### Task to complete:
Copy out the lines below that hold the word "turn".

Dataset items:
▼▼▼

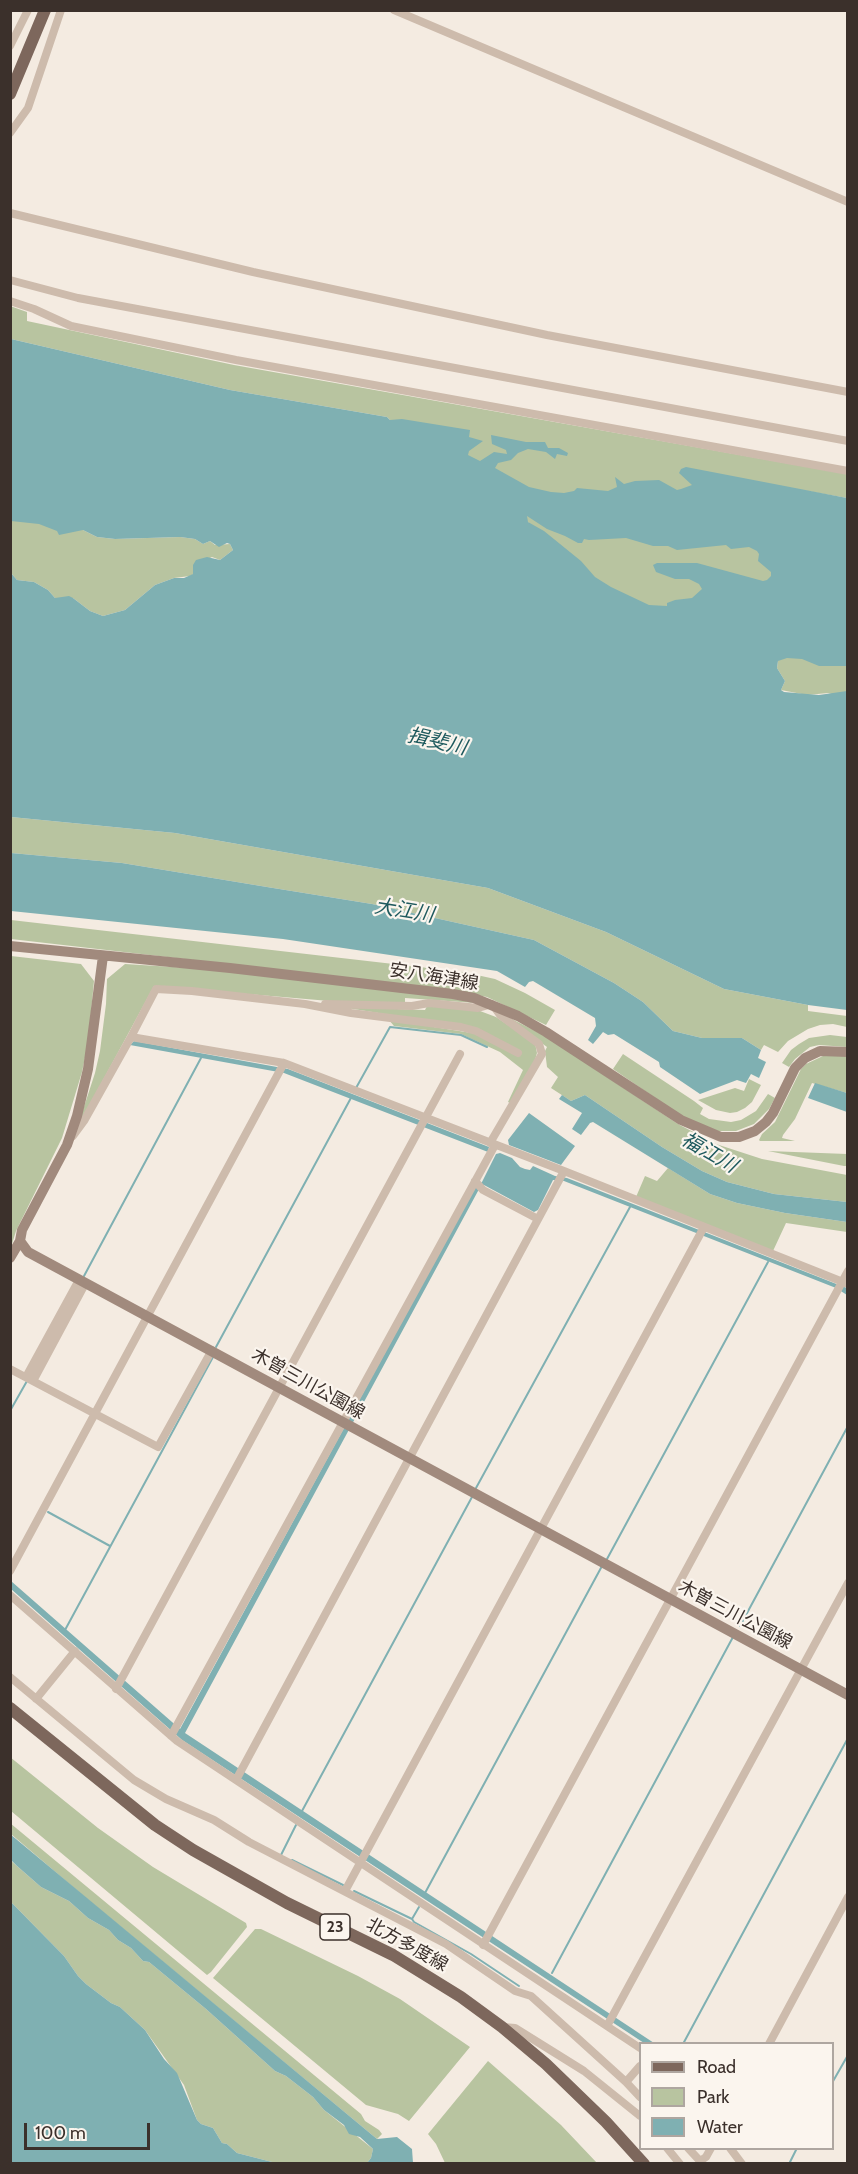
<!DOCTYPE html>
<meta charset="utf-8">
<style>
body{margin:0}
#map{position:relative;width:858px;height:2174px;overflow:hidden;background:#f4ebe1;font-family:Cabin,sans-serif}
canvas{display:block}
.frame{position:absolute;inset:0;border:12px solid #3b302b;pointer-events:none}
.legend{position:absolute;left:639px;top:2042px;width:195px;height:108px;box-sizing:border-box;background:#fbf5ee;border:2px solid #aea6a0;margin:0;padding:8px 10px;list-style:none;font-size:18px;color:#3b302b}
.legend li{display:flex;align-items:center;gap:12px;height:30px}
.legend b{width:30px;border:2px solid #aea6a0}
.scale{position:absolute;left:24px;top:2123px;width:126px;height:27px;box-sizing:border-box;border:3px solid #3b302b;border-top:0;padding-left:8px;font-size:18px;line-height:21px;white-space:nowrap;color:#3b302b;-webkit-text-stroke:4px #fbf5ee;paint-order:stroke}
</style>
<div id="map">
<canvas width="858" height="2174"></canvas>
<div class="frame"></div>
<ul class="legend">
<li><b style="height:8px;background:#7d675c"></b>Road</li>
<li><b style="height:16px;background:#b8c4a0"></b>Park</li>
<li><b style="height:16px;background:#7fb0b2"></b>Water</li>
</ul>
<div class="scale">100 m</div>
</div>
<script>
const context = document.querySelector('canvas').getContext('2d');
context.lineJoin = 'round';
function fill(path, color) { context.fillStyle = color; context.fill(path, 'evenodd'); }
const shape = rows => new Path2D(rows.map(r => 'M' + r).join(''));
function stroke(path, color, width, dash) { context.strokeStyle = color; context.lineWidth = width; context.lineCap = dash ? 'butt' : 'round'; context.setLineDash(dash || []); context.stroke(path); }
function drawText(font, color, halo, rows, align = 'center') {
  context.font = font + ' Cabin,"Noto Sans JP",sans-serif'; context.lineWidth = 4.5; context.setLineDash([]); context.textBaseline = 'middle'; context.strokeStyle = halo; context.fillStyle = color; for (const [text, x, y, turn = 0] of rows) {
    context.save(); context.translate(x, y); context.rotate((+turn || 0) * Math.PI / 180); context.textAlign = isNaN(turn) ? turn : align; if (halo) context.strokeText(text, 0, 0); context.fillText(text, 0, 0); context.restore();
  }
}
fill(shape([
 [10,306,27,312,27,321,234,365,847,474,847,498,711,474,695,494,539,496,484,466,392,422,387,417,230,390,11,339],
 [498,496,724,517,784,574,670,623,595,581],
 [10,513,83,530,97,537,115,539,180,537,195,539,203,544,210,541,215,545,230,544,233,550,220,560,212,557,193,566,194,574,190,576,174,578,155,585,125,610,103,616,90,611,73,598,55,598,48,590,34,582,17,580,11,573],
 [847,646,847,698,828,693,807,695,781,690,785,681,777,668,779,655],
 [11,817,175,833,488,888,606,932,724,989,808,1005,808,1011,847,1016,847,1027,833,1024,820,1025,808,1029,788,1041,778,1052,764,1045,761,1050,742,1038,702,1038,673,1031,643,1002,614,983,534,940,372,904,267,887,122,863,11,853],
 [11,920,463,972,495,979,525,993,555,1010,546,1025,487,997,454,990,11,939],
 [11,956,81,964,94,981,88,1043,82,1072,62,1138,16,1231,11,1247],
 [125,964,221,970,441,996,476,1003,405,998,405,1003,341,1002,154,986,82,1119,80,1119,95,1073,100,1051,106,1004,107,979],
 [427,1006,480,1011,496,1017,535,1043,537,1053,535,1060,510,1103,508,1102,523,1070,500,1052,461,1034,394,1026,389,1020,472,1033,478,1029,341,1007,425,1010],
 [504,1015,545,1036,678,1124,716,1144,762,1159,847,1175,847,1202,774,1194,727,1182,702,1171,662,1147,585,1095,571,1101,551,1088,558,1077,547,1067,545,1051,547,1047],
 [830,1035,847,1037,847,1047,819,1045,810,1047,795,1059,789,1067,782,1063,791,1050,799,1044,809,1038],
 [623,1054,694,1101,703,1108,700,1114,709,1119,731,1122,741,1120,756,1111,768,1094,775,1098,769,1109,754,1124,736,1131,717,1131,683,1117,613,1069],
 [847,1055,847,1093,812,1083,795,1119,783,1135,782,1138,795,1141,760,1141,759,1140,762,1134,775,1122,801,1069,806,1064,823,1056],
 [749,1079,761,1085,752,1102,745,1108,737,1112,730,1113,716,1110,698,1100,735,1088,744,1091],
 [768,1151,847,1154,847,1166,844,1166],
 [668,1168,710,1194,737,1203,785,1213,847,1222,847,1232,786,1223,773,1251,636,1197,645,1176,657,1181],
 [10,1757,98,1828,153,1867,246,1923,247,1927,211,1972,207,1975,11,1811],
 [10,1823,361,2114,365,2121,379,2130,382,2134,377,2139,86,1898,11,1834],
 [10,1860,41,1887,69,1901,88,1918,109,1930,118,1940,131,1948,143,1961,149,1962,206,2009,275,2071,286,2076,313,2097,324,2110,373,2149,371,2158,367,2163,276,2163,237,2153,227,2144,222,2143,213,2128,201,2124,197,2120,184,2085,145,2030,120,2007,111,2003,86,1984,78,1976,64,1956,11,1902],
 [255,1929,261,1929,358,1976,400,1999,470,2047,409,2121,398,2114,366,2105,213,1978],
 [488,2061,561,2125,597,2163,445,2163,436,2144,428,2134]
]), '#b8c4a0');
fill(shape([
 [11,339,230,390,387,417,390,420,402,419,470,430,469,437,483,441,469,451,468,455,480,461,494,452,507,454,506,450,492,444,491,435,526,442,545,442,548,448,559,448,568,453,567,456,557,454,555,459,546,452,528,449,518,453,511,460,498,463,495,468,529,487,551,492,564,493,574,491,577,488,608,491,617,487,615,477,624,484,635,481,659,480,677,490,681,489,692,485,679,473,681,469,686,467,847,498,847,666,819,666,802,659,787,658,778,661,777,668,785,681,781,690,784,692,819,695,847,691,847,1010,808,1005,724,989,606,932,488,888,175,833,11,817,11,573,17,580,34,582,48,590,55,598,69,596,73,598,90,611,103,616,125,610,155,585,174,578,184,578,193,574,193,565,196,560,207,557,220,560,233,550,230,544,227,543,219,547,210,541,203,544,195,539,180,537,115,539,97,537,83,530,59,535,57,531,39,524,11,521],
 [527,516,547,529,565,536,578,543,582,543,584,539,589,540,626,538,653,546,668,546,677,550,726,545,731,549,749,547,757,551,759,554,758,561,771,572,771,576,767,580,763,581,697,563,657,563,653,565,656,572,675,579,689,579,699,584,702,589,692,598,675,600,667,603,667,606,649,605,611,587,595,577,581,561,544,531,528,522],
 [11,853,122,863,267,887,372,904,534,940,614,983,643,1002,673,1031,702,1038,742,1038,761,1050,758,1058,766,1062,759,1078,751,1074,746,1083,737,1080,700,1094,660,1067,659,1062,614,1034,608,1035,603,1032,593,1044,588,1040,596,1026,595,1018,533,981,529,982,525,987,497,971,283,939,11,911],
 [134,1041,288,1069,489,1147,488,1152,284,1073,130,1045],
 [815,1083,847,1093,847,1112,808,1098],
 [562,1095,571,1101,585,1095,662,1147,702,1171,727,1182,774,1194,847,1202,847,1222,785,1213,737,1203,710,1194,593,1122,590,1123,581,1135,572,1129,582,1113,559,1099],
 [529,1113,575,1146,561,1165,509,1145,508,1140],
 [500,1153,512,1158,520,1167,525,1169,530,1170,533,1166,555,1176,567,1178,844,1287,847,1288,847,1295,836,1288,564,1181,553,1180,538,1210,534,1212,484,1185,478,1191,185,1733,654,2043,644,2043,182,1740,11,1589,11,1581,180,1729,474,1189,482,1182,496,1154],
 [10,1834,377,2139,397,2137,412,2149,413,2163,367,2163,371,2158,373,2149,360,2137,349,2134,344,2125,324,2110,313,2097,286,2076,275,2071,206,2009,149,1962,143,1961,131,1948,118,1940,109,1930,88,1918,69,1901,41,1887,17,1866,11,1860],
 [11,1902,64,1956,78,1976,86,1984,111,2003,120,2007,145,2030,164,2059,177,2073,197,2120,201,2124,213,2128,222,2143,227,2144,237,2153,276,2163,11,2163]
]), '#7fb0b2');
stroke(shape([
 [356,1088,390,1027,461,1035,487,1047],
 [84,1276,201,1058],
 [216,1347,352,1096],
 [10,1411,27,1381],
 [476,1488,630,1207],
 [48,1512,110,1546],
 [607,1559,768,1262],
 [740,1626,848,1426],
 [65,1630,213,1357],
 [302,1811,472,1497],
 [281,1855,296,1825],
 [292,1860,343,1885],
 [354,1891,412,1919],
 [425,1893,602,1566],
 [419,1907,412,1919,414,1922,471,1954,519,1986],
 [552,1973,733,1637],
 [683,2044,848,1738],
 [832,2083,848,2055],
 [789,2164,797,2148]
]), '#7fb0b2', 2);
stroke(shape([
 [394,10,848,202],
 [10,46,28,10],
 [10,133,28,108,61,10],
 [10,213,253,272,547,335,848,392],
 [10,280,78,298,848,441],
 [10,301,34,309,71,326,236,360,848,471],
 [325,1004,412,1006,429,1003,478,1008,492,1004,500,1015,539,1044,542,1054,490,1143],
 [131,1037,156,989,192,991,305,1004,351,1013,461,1027,476,1031,518,1053],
 [73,1136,84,1121,131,1037,284,1063,564,1171,848,1284],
 [475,1181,483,1190,538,1219],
 [10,1369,158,1447,212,1350],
 [26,1377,79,1280],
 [33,1381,85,1284],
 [10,1571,284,1063],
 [10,1595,177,1741,640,2048],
 [10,1677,134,1780,166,1799,214,1820,249,1842,446,1944,515,1991,531,1996,626,2082,640,2097],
 [116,1689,460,1054],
 [36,1699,75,1651],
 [171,1736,495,1145],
 [236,1780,564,1171],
 [345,1891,704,1227],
 [483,1945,848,1271],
 [607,2026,848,1583],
 [503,2027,515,2028,584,2071,640,2116],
 [769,2044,848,1897],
 [626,2082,640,2066],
 [667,2148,680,2164],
 [688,2148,700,2161,706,2157,711,2148],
 [730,2148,742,2164]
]), '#cdbbac', 8);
stroke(shape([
 [10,946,230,968,453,994,474,998,518,1016,546,1032,681,1120,721,1137,739,1137,755,1131,766,1122,773,1113,795,1068,805,1058,820,1051,848,1052],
 [103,956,88,1069,77,1116,67,1145,22,1230,20,1241,28,1252,848,1695],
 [10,1258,20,1241]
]), '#a18a7d', 10);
stroke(shape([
 [10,94,45,10],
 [10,1708,155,1825,193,1850,287,1903,393,1955,461,1997,502,2027,546,2064,606,2122,644,2164]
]), '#7d675c', 12);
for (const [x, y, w] of [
 [335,1927,30]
]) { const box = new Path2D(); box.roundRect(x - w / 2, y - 13, w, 26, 4.5); context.fillStyle = '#fbf5ee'; context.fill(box); stroke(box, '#3b302b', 1.5); }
drawText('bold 16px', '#3b302b', null, [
 ["23",335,1927]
]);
drawText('18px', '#3b302b', '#fbf5ee', [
 ["安八海津線",434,977,9],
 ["木曽三川公園線",308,1384,29],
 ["木曽三川公園線",735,1615,28],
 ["北方多度線",407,1945,29]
]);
drawText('italic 20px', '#1f5a5e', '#fbf5ee', [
 ["揖斐川",437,742,13],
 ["大江川",404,911,9],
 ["福江川",709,1153,30]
]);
</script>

▲▲▲

### Task answer:
  context.font = font + ' Cabin,"Noto Sans JP",sans-serif'; context.lineWidth = 4.5; context.setLineDash([]); context.textBaseline = 'middle'; context.strokeStyle = halo; context.fillStyle = color; for (const [text, x, y, turn = 0] of rows) {
    context.save(); context.translate(x, y); context.rotate((+turn || 0) * Math.PI / 180); context.textAlign = isNaN(turn) ? turn : align; if (halo) context.strokeText(text, 0, 0); context.fillText(text, 0, 0); context.restore();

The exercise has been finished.